A non-profit organization in Brookings is trying to help students with disabilities get jobs outside of school.
For students with disabilities, the transition from school to the workplace can be difficult. Project SEARCH is trying to make it easier for six students in the Brookings area. For five days a week, the students gain skills doing different jobs around the campus of SDSU.
"The ultimate goal of Project Search is competitive employment. Clearly we want all of these students who want to work and who are willing to work, and who want to look for employment when the program ends," Job Coach Kyrsten Zimmerman said.
Each student is part of the Brookings school district, and between the ages of 18 and 21.
Along with the experience, they get job coaching along the way.
"Seeing the growth and the development of these students. We started in August and just the progress that we have seen in terms of these students learning transferable and marketable and useful job skill," Zimmerman said.
Frances Squashingroff is one of the students receiving that coaching.
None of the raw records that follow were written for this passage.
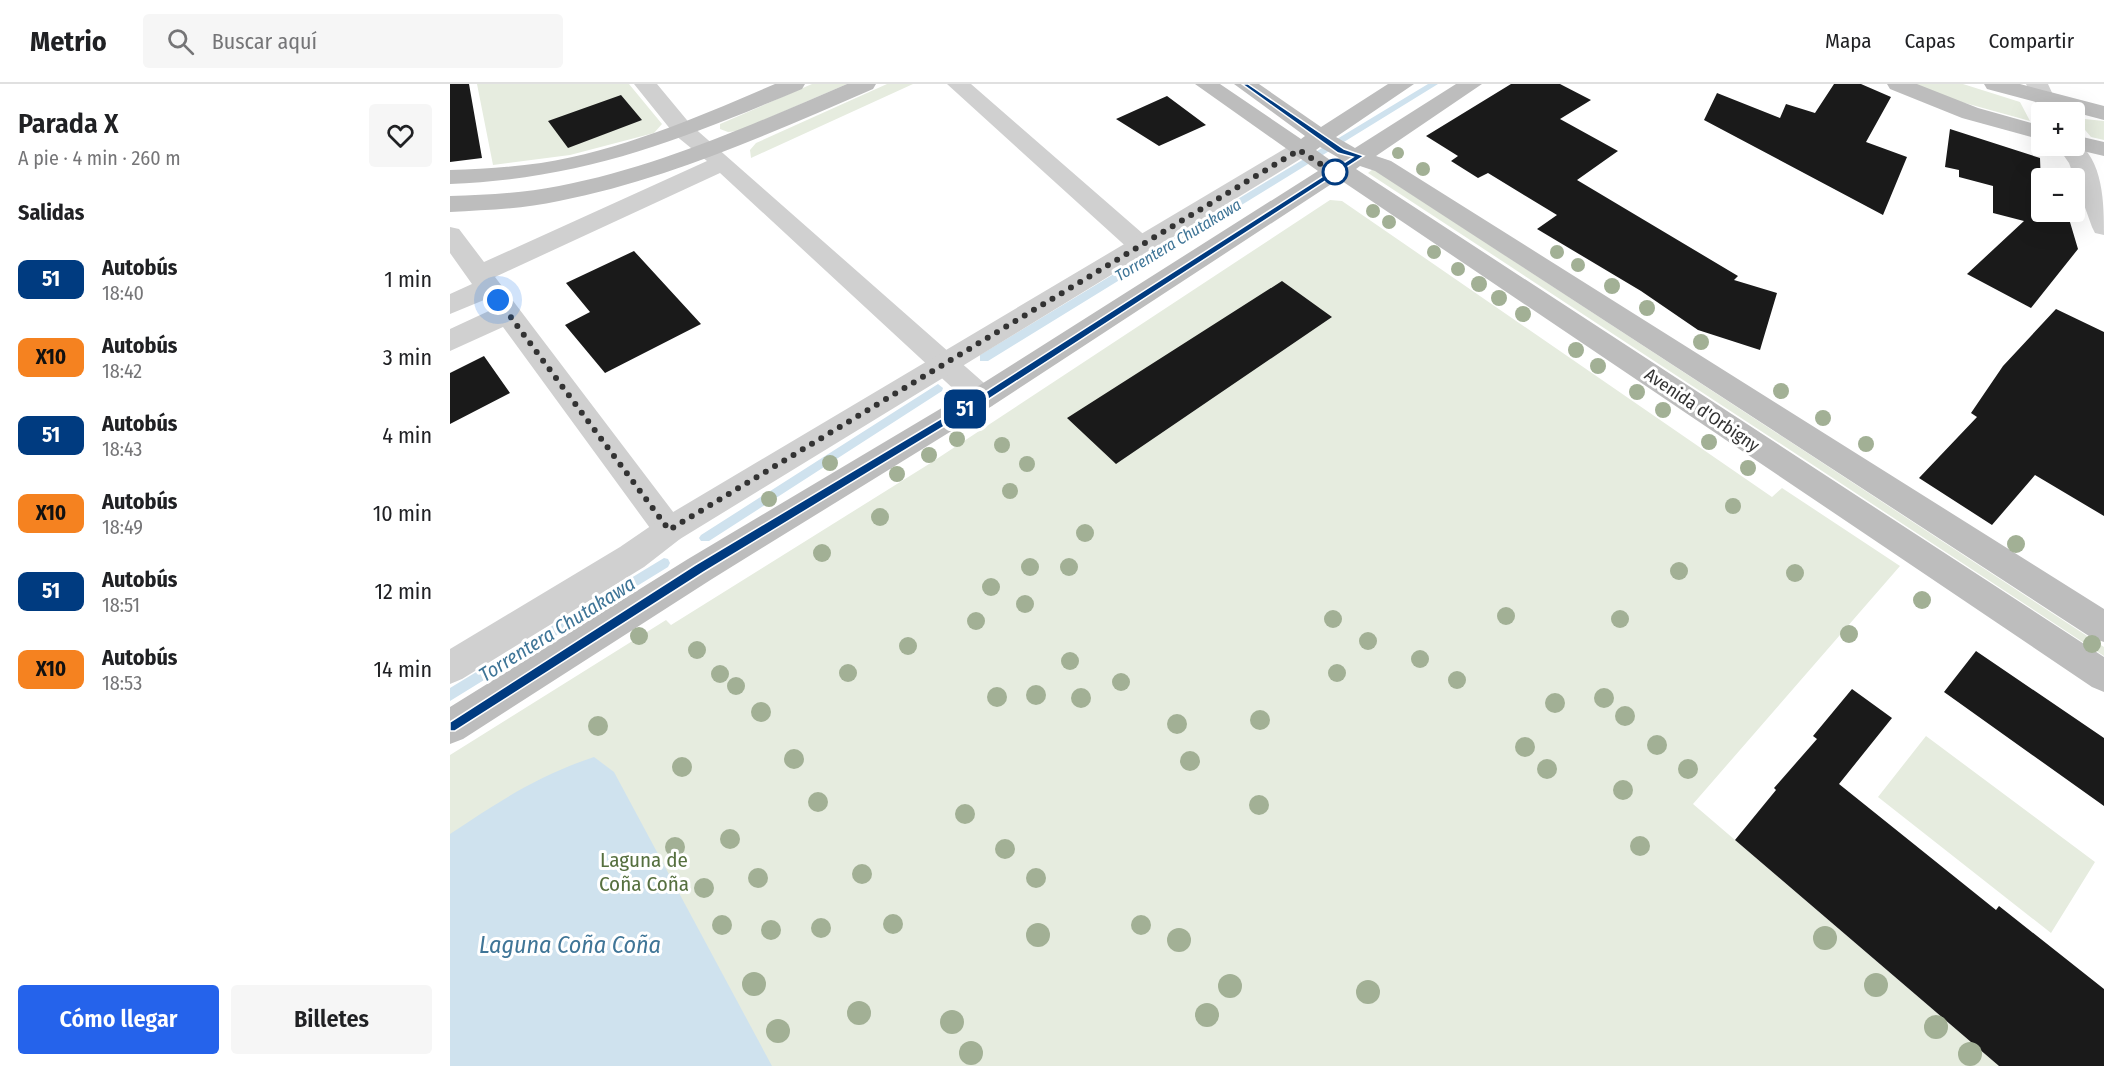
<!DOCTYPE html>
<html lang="es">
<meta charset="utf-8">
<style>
:root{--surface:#fff;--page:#f6f6f6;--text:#202124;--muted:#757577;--line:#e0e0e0;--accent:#2563eb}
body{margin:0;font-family:"Fira Sans Condensed",sans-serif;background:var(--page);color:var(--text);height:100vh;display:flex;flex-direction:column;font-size:22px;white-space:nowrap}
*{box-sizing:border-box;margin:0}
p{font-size:20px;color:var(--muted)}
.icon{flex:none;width:33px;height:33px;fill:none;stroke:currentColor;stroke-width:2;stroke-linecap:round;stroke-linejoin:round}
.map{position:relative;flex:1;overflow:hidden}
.drawer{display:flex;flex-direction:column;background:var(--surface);width:450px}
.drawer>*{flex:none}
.badge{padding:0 12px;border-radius:9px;font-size:21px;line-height:39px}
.tools{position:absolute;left:1581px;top:18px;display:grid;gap:12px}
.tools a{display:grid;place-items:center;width:54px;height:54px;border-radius:6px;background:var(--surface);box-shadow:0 6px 24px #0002;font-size:30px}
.you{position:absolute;width:30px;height:30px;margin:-15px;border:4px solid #fff;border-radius:50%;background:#1a73e8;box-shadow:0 0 0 9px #1a73e833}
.map>.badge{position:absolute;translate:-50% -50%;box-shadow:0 0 0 3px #fff}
h2{padding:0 18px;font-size:22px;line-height:54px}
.round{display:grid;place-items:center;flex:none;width:63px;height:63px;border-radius:6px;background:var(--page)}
.head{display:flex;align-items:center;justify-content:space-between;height:102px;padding:0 18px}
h1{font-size:28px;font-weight:600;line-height:45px}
.cta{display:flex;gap:12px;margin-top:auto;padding:12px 18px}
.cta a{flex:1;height:69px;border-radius:6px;background:var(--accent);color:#fff;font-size:24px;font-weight:600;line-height:69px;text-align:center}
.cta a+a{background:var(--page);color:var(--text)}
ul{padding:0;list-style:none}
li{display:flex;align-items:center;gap:18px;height:78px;padding:0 18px}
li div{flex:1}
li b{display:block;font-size:22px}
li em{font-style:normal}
li .badge{min-width:66px;font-weight:700;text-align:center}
header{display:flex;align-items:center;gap:36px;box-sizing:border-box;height:84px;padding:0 30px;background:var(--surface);border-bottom:2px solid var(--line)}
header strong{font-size:28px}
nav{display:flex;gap:33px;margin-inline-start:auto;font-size:21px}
.search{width:420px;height:54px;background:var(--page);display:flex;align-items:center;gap:15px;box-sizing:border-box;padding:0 21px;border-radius:6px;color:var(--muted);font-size:22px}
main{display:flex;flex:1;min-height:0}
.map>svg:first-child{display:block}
.green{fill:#e6ecdf}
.water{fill:#cfe2ee}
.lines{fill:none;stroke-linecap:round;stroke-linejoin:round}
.stream{fill:#cfe2ee;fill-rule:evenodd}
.building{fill:#1a1a1a}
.minor{fill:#d0d0d0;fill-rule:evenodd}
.tertiary{fill:#d0d0d0;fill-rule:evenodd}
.secondary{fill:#bdbdbd;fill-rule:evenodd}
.tree{fill:#a2b095}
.line{fill:#003b80;stroke:#fff;stroke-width:1.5}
.walk{stroke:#333;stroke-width:6;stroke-dasharray:0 10.8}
.stop-dot{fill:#fff;stroke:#003b80;stroke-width:3}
.labels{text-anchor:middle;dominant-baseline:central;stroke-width:6;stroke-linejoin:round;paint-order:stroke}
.far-water-label{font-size:16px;font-style:italic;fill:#3f7597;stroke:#fff}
.street-label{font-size:18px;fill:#333;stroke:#fff}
.water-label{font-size:20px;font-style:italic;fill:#3f7597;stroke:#fff}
.near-park-label{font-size:21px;fill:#56703f;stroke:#fff}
.near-water-label{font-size:24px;font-style:italic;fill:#3f7597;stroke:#fff}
</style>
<header>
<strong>Metrio</strong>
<div class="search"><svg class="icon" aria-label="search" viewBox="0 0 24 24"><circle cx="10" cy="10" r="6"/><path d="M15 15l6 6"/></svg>Buscar aquí</div>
<nav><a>Mapa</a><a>Capas</a><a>Compartir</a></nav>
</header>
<main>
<section class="drawer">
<div class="head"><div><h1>Parada X</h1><p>A pie · 4 min · 260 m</p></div><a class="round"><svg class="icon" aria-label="heart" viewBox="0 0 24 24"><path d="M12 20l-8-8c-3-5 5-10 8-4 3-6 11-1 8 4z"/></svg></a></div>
<h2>Salidas</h2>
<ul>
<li><span class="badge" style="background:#003b80;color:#fff">51</span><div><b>Autobús</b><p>18:40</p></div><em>1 min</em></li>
<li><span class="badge" style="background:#f58220;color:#111">X10</span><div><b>Autobús</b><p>18:42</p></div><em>3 min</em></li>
<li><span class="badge" style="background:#003b80;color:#fff">51</span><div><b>Autobús</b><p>18:43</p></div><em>4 min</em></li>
<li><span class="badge" style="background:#f58220;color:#111">X10</span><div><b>Autobús</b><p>18:49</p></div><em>10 min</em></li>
<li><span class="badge" style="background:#003b80;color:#fff">51</span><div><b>Autobús</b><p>18:51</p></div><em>12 min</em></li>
<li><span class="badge" style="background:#f58220;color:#111">X10</span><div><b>Autobús</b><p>18:53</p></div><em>14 min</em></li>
</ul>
<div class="cta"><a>Cómo llegar</a><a>Billetes</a></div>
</section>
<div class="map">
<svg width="1654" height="982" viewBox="0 0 1654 982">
<rect width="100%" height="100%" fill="#fff"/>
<path class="green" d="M27 0H179L212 40 204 49 120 71 43 81Z
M362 0H397L288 47 278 48 270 45V40L277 37Z
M437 0H463L301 74 300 66 306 59Z
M1463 0H1513L1570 18 1580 37 1493 13Z
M1625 34 1654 37V56L1641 53Z
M923 85 1654 563V572L918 89Z
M880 116 892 117 1322 413 1332 404 1450 482 1243 720 1549 982H0V671L216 536 221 541 479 380Z
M1476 652 1645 778 1601 849 1428 713Z"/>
<path class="water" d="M144 673 164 688 322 982H0V750C48 718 89 691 144 673Z"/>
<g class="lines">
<path class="stream" d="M978 0H988L538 277H530V271Z
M488 300 493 304 492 307 259 457H251L249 454 251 451Z
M214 474 218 475 220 479 218 483 0 617V604Z"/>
</g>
<path class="building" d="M0 0H19L32 74 0 78Z
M1061 0H1110L1141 16 1110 35 1168 67 1127 96 1288 192 1284 196 1327 209 1310 266 1248 246 1191 207 1087 145 1107 131 1038 89 1028 94 1001 77 1008 72 976 52Z
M1384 0H1411L1441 13 1416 58 1457 73 1433 131 1254 36 1267 9 1330 34 1336 20 1365 29Z
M171 11 192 36 118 64 98 37Z
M717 12 756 41 709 62 666 35Z
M1500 45 1590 74 1592 128H1617L1628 165 1581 224 1517 190 1574 137 1543 129V102L1509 93V86L1495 83Z
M184 167 251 240 155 289 115 241 140 228 116 199Z
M832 197 882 233 666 380 617 334Z
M1606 225 1654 248V432L1585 391 1542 441 1469 394 1527 333 1521 329 1553 282Z
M34 272 60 309 0 340V289Z
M1526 567 1654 654V722L1494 608Z
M1402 605 1442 634 1389 700 1546 826 1549 822 1654 905V982H1549L1285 756 1326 706 1324 704 1367 655 1363 652Z"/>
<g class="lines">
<path class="minor" d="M184 0H207L241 41 542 306 546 314 542 322 532 325 522 322 270 89 45 193 230 437 235 446 230 455 219 459 208 455 53 243 0 267V245L41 226 34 216 0 230V210L22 200 0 169V143L9 145 34 178 257 77 225 51Z
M497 0H521L699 155 703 161 699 167 690 169 681 167Z
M1576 0H1598L1611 28H1592V32Z
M1624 56C1654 74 1654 121 1654 151L1645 149 1642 143 1619 79 1607 62H1624Z"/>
<path class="tertiary" d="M849 59 857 61 861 66 857 71 230 455 194 483 12 595 0 600V565L170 463 208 437 841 61Z"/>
<path class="secondary" d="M325 0H355L352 5C230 56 134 95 0 100V86C31 85 61 83 91 79 173 66 250 32 325 0Z
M397 0H426L423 5C321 49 219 95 109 117 73 125 37 126 0 128V112C37 111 73 109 109 102 209 83 303 40 397 0Z
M745 0H770L851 55 855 52 784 0H809L871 43 938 0H964L886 53 905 64 1006 0H1032L926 72 941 77 1654 525V558L1642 554 925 87 910 82 906 85 1654 573V608L1642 603 889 95 542 322 262 495 13 655 0 660V623L238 475 522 306 868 87ZM870 63 889 74 880 76 866 66Z
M1437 0H1467L1528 24 1592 42V56L1512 34 1440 5Z
M1534 0H1570L1654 22V36L1537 5Z
M1624 51 1654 58V72L1616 63 1624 62Z"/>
</g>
<g class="tree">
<circle cx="948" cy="69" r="6"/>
<circle cx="973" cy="85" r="7"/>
<circle cx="923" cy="127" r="7"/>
<circle cx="939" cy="138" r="7"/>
<circle cx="984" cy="168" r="7"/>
<circle cx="1107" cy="168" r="7"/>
<circle cx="1128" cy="181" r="7"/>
<circle cx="1008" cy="185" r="7"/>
<circle cx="1029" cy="200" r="8"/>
<circle cx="1162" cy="202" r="8"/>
<circle cx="1049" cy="214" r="8"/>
<circle cx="1197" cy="224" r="8"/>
<circle cx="1073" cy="230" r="8"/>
<circle cx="1251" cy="258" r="8"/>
<circle cx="1126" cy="266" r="8"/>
<circle cx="1148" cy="282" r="8"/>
<circle cx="1331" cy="307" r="8"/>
<circle cx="1187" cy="308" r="8"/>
<circle cx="1213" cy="326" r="8"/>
<circle cx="1373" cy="334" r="8"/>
<circle cx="507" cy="355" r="8"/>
<circle cx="1259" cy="358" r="8"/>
<circle cx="1416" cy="360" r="8"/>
<circle cx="552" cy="361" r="8"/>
<circle cx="479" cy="371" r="8"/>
<circle cx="380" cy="379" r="8"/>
<circle cx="577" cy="380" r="8"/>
<circle cx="1298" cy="384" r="8"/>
<circle cx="447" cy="390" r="8"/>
<circle cx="560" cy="407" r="8"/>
<circle cx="319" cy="415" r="8"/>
<circle cx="1283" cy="422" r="8"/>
<circle cx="430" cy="433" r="9"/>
<circle cx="635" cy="449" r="9"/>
<circle cx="1566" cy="460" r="9"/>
<circle cx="372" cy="469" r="9"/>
<circle cx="580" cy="483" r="9"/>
<circle cx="619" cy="483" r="9"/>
<circle cx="1229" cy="487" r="9"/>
<circle cx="1345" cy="489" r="9"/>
<circle cx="541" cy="503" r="9"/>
<circle cx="1472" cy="516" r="9"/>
<circle cx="575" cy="520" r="9"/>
<circle cx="1056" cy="532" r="9"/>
<circle cx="883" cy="535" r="9"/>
<circle cx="1170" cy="535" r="9"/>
<circle cx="526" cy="537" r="9"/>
<circle cx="1399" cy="550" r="9"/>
<circle cx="189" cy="552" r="9"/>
<circle cx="918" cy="557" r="9"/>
<circle cx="1642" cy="560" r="9"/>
<circle cx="458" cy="562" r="9"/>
<circle cx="247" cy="566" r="9"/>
<circle cx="970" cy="575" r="9"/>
<circle cx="620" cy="577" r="9"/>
<circle cx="398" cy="589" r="9"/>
<circle cx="887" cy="589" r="9"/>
<circle cx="270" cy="590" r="9"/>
<circle cx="1007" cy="596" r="9"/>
<circle cx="671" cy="598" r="9"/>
<circle cx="286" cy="602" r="9"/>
<circle cx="586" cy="611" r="10"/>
<circle cx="547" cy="613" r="10"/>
<circle cx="631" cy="614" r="10"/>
<circle cx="1154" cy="614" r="10"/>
<circle cx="1105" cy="619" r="10"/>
<circle cx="311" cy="628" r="10"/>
<circle cx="1175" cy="632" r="10"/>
<circle cx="810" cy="636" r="10"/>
<circle cx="727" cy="640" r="10"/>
<circle cx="148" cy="642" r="10"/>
<circle cx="1207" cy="661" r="10"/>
<circle cx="1075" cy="663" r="10"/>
<circle cx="344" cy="675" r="10"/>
<circle cx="740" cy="677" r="10"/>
<circle cx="232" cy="683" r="10"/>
<circle cx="1097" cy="685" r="10"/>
<circle cx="1238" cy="685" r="10"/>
<circle cx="1173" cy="706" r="10"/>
<circle cx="368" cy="718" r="10"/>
<circle cx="809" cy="721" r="10"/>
<circle cx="515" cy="730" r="10"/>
<circle cx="280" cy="755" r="10"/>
<circle cx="1190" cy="762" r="10"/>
<circle cx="225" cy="763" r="10"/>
<circle cx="555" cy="765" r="10"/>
<circle cx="412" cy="790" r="10"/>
<circle cx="308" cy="794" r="10"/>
<circle cx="586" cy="794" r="10"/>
<circle cx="254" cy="804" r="10"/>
<circle cx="443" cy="840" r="10"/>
<circle cx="272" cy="841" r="10"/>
<circle cx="691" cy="841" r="10"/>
<circle cx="371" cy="844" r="10"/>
<circle cx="321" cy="846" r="10"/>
<circle cx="588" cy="851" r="12"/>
<circle cx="1375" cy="854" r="12"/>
<circle cx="729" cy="856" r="12"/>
<circle cx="304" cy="900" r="12"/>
<circle cx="1426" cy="901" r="12"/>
<circle cx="780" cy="902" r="12"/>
<circle cx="918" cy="908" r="12"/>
<circle cx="409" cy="929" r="12"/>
<circle cx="757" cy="931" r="12"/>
<circle cx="502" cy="938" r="12"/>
<circle cx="1486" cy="943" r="12"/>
<circle cx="328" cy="947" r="12"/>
<circle cx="521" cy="969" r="12"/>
<circle cx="1520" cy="970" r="12"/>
</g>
<path class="line" d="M792 0H798L894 65 914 72 536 317 254 488 5 647H0V638L245 481 529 312 903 73 888 69Z"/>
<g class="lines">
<path class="walk" d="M48 216 219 446 849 66 872 81 890 85 885 88"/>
</g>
<circle class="stop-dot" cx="885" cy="88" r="12"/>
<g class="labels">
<g class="far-water-label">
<text transform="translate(728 156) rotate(-31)">Torrentera Chutakawa</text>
</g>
<g class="street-label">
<text transform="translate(1252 326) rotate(34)">Avenida d'Orbigny</text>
</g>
<g class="water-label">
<text transform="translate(107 545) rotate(-32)">Torrentera Chutakawa</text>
</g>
<g class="near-park-label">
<text x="194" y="776">Laguna de<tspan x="194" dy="24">Coña Coña</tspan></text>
</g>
<g class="near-water-label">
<text x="120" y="861">Laguna Coña Coña</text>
</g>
</g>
</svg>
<div class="tools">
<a>+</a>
<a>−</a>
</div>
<div class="you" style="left:48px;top:216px"></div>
<b class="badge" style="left:515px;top:325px;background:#003b80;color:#fff">51</b>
</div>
</main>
She works at a convenience store on campus, and she's enjoyed her experience.
"Yes I have been, because I've been learning a lot of stuff," Frances Squashingroff said.
She has excelled at her job, and once she completes Project SEARCH, SDSU Dining will offer her a full-time position.
"The big impact that Frances made on our team was her positive attitude and her continued willingness to always be willing to above and beyond to help out," SDSU Dining Director of Operations Arian Bunde said.
Squashingroff says Project SEARCH has given her much more than a job, she now has confidence which will help her long after she leaves the program.
"I'm actually a good leader and that they like how much I work," Squashingroff said.
And Project SEARCH hopes to have more success stories like Squashingroff in the future.